Task = All entries must be repeated exactly. No picture should appear in the result.

#### Data ####

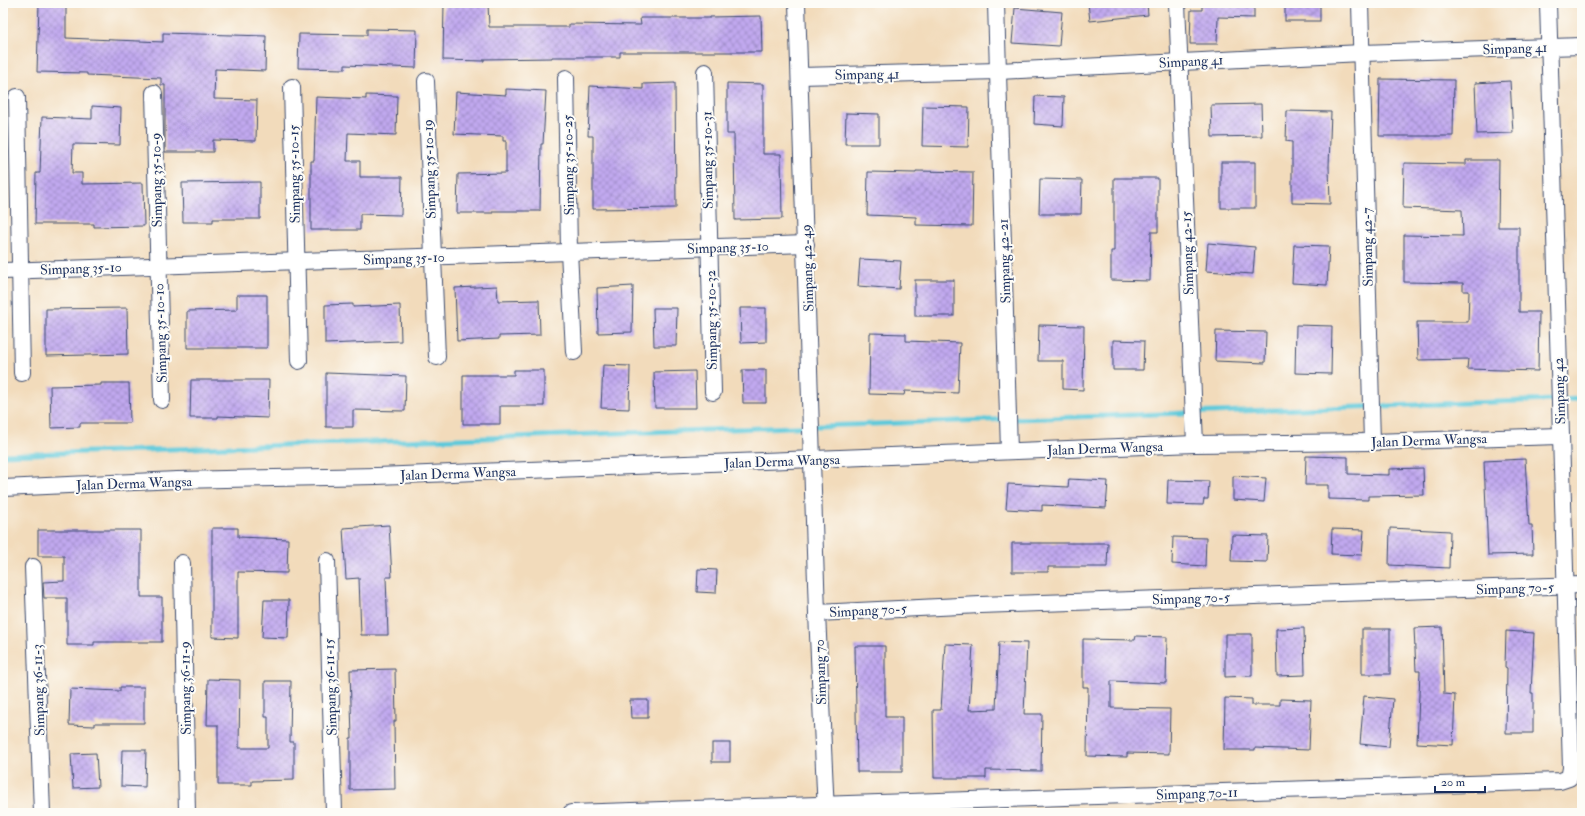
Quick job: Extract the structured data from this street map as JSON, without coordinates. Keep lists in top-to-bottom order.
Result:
{
  "streets": {
    "street": [
      "Simpang 41",
      "Simpang 35-10-31",
      "Simpang 35-10-25",
      "Simpang 35-10-19",
      "Simpang 35-10-15",
      "Simpang 35-10-9",
      "Simpang 35-10",
      "Simpang 42-7",
      "Simpang 42-15",
      "Simpang 42-21",
      "Simpang 42-49",
      "Simpang 35-10-32",
      "Simpang 35-10-10",
      "Simpang 42",
      "Jalan Derma Wangsa",
      "Simpang 70-5",
      "Simpang 70",
      "Simpang 36-11-15",
      "Simpang 36-11-9",
      "Simpang 36-11-3",
      "Simpang 70-11"
    ]
  },
  "crossings": [
    ["Simpang 41", "Simpang 42-7"],
    ["Simpang 41", "Simpang 42-15"],
    ["Simpang 41", "Simpang 42-21"],
    ["Simpang 41", "Simpang 42-49"],
    ["Simpang 41", "Simpang 42"],
    ["Simpang 35-10-31", "Simpang 35-10"],
    ["Simpang 35-10-31", "Simpang 35-10-32"],
    ["Simpang 35-10-25", "Simpang 35-10"],
    ["Simpang 35-10-19", "Simpang 35-10"],
    ["Simpang 35-10-15", "Simpang 35-10"],
    ["Simpang 35-10-9", "Simpang 35-10"],
    ["Simpang 35-10-9", "Simpang 35-10-10"],
    ["Simpang 35-10", "Simpang 42-49"],
    ["Simpang 35-10", "Simpang 35-10-32"],
    ["Simpang 35-10", "Simpang 35-10-10"],
    ["Simpang 42-7", "Jalan Derma Wangsa"],
    ["Simpang 42-15", "Jalan Derma Wangsa"],
    ["Simpang 42-21", "Jalan Derma Wangsa"],
    ["Simpang 42-49", "Jalan Derma Wangsa"],
    ["Simpang 42-49", "Simpang 70"],
    ["Simpang 42", "Jalan Derma Wangsa"],
    ["Simpang 42", "Simpang 70-5"],
    ["Simpang 42", "Simpang 70-11"],
    ["Jalan Derma Wangsa", "Simpang 70"],
    ["Simpang 70-5", "Simpang 70"],
    ["Simpang 70", "Simpang 70-11"]
  ],
  "scale_bar": "20 m"
}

####

Response =
Quick job: Extract the structured data from this street map as JSON, without coordinates. Keep lists in top-to-bottom order.
Result:
{
  "streets": {
    "street": [
      "Simpang 41",
      "Simpang 35-10-31",
      "Simpang 35-10-25",
      "Simpang 35-10-19",
      "Simpang 35-10-15",
      "Simpang 35-10-9",
      "Simpang 35-10",
      "Simpang 42-7",
      "Simpang 42-15",
      "Simpang 42-21",
      "Simpang 42-49",
      "Simpang 35-10-32",
      "Simpang 35-10-10",
      "Simpang 42",
      "Jalan Derma Wangsa",
      "Simpang 70-5",
      "Simpang 70",
      "Simpang 36-11-15",
      "Simpang 36-11-9",
      "Simpang 36-11-3",
      "Simpang 70-11"
    ]
  },
  "crossings": [
    ["Simpang 41", "Simpang 42-7"],
    ["Simpang 41", "Simpang 42-15"],
    ["Simpang 41", "Simpang 42-21"],
    ["Simpang 41", "Simpang 42-49"],
    ["Simpang 41", "Simpang 42"],
    ["Simpang 35-10-31", "Simpang 35-10"],
    ["Simpang 35-10-31", "Simpang 35-10-32"],
    ["Simpang 35-10-25", "Simpang 35-10"],
    ["Simpang 35-10-19", "Simpang 35-10"],
    ["Simpang 35-10-15", "Simpang 35-10"],
    ["Simpang 35-10-9", "Simpang 35-10"],
    ["Simpang 35-10-9", "Simpang 35-10-10"],
    ["Simpang 35-10", "Simpang 42-49"],
    ["Simpang 35-10", "Simpang 35-10-32"],
    ["Simpang 35-10", "Simpang 35-10-10"],
    ["Simpang 42-7", "Jalan Derma Wangsa"],
    ["Simpang 42-15", "Jalan Derma Wangsa"],
    ["Simpang 42-21", "Jalan Derma Wangsa"],
    ["Simpang 42-49", "Jalan Derma Wangsa"],
    ["Simpang 42-49", "Simpang 70"],
    ["Simpang 42", "Jalan Derma Wangsa"],
    ["Simpang 42", "Simpang 70-5"],
    ["Simpang 42", "Simpang 70-11"],
    ["Jalan Derma Wangsa", "Simpang 70"],
    ["Simpang 70-5", "Simpang 70"],
    ["Simpang 70", "Simpang 70-11"]
  ],
  "scale_bar": "20 m"
}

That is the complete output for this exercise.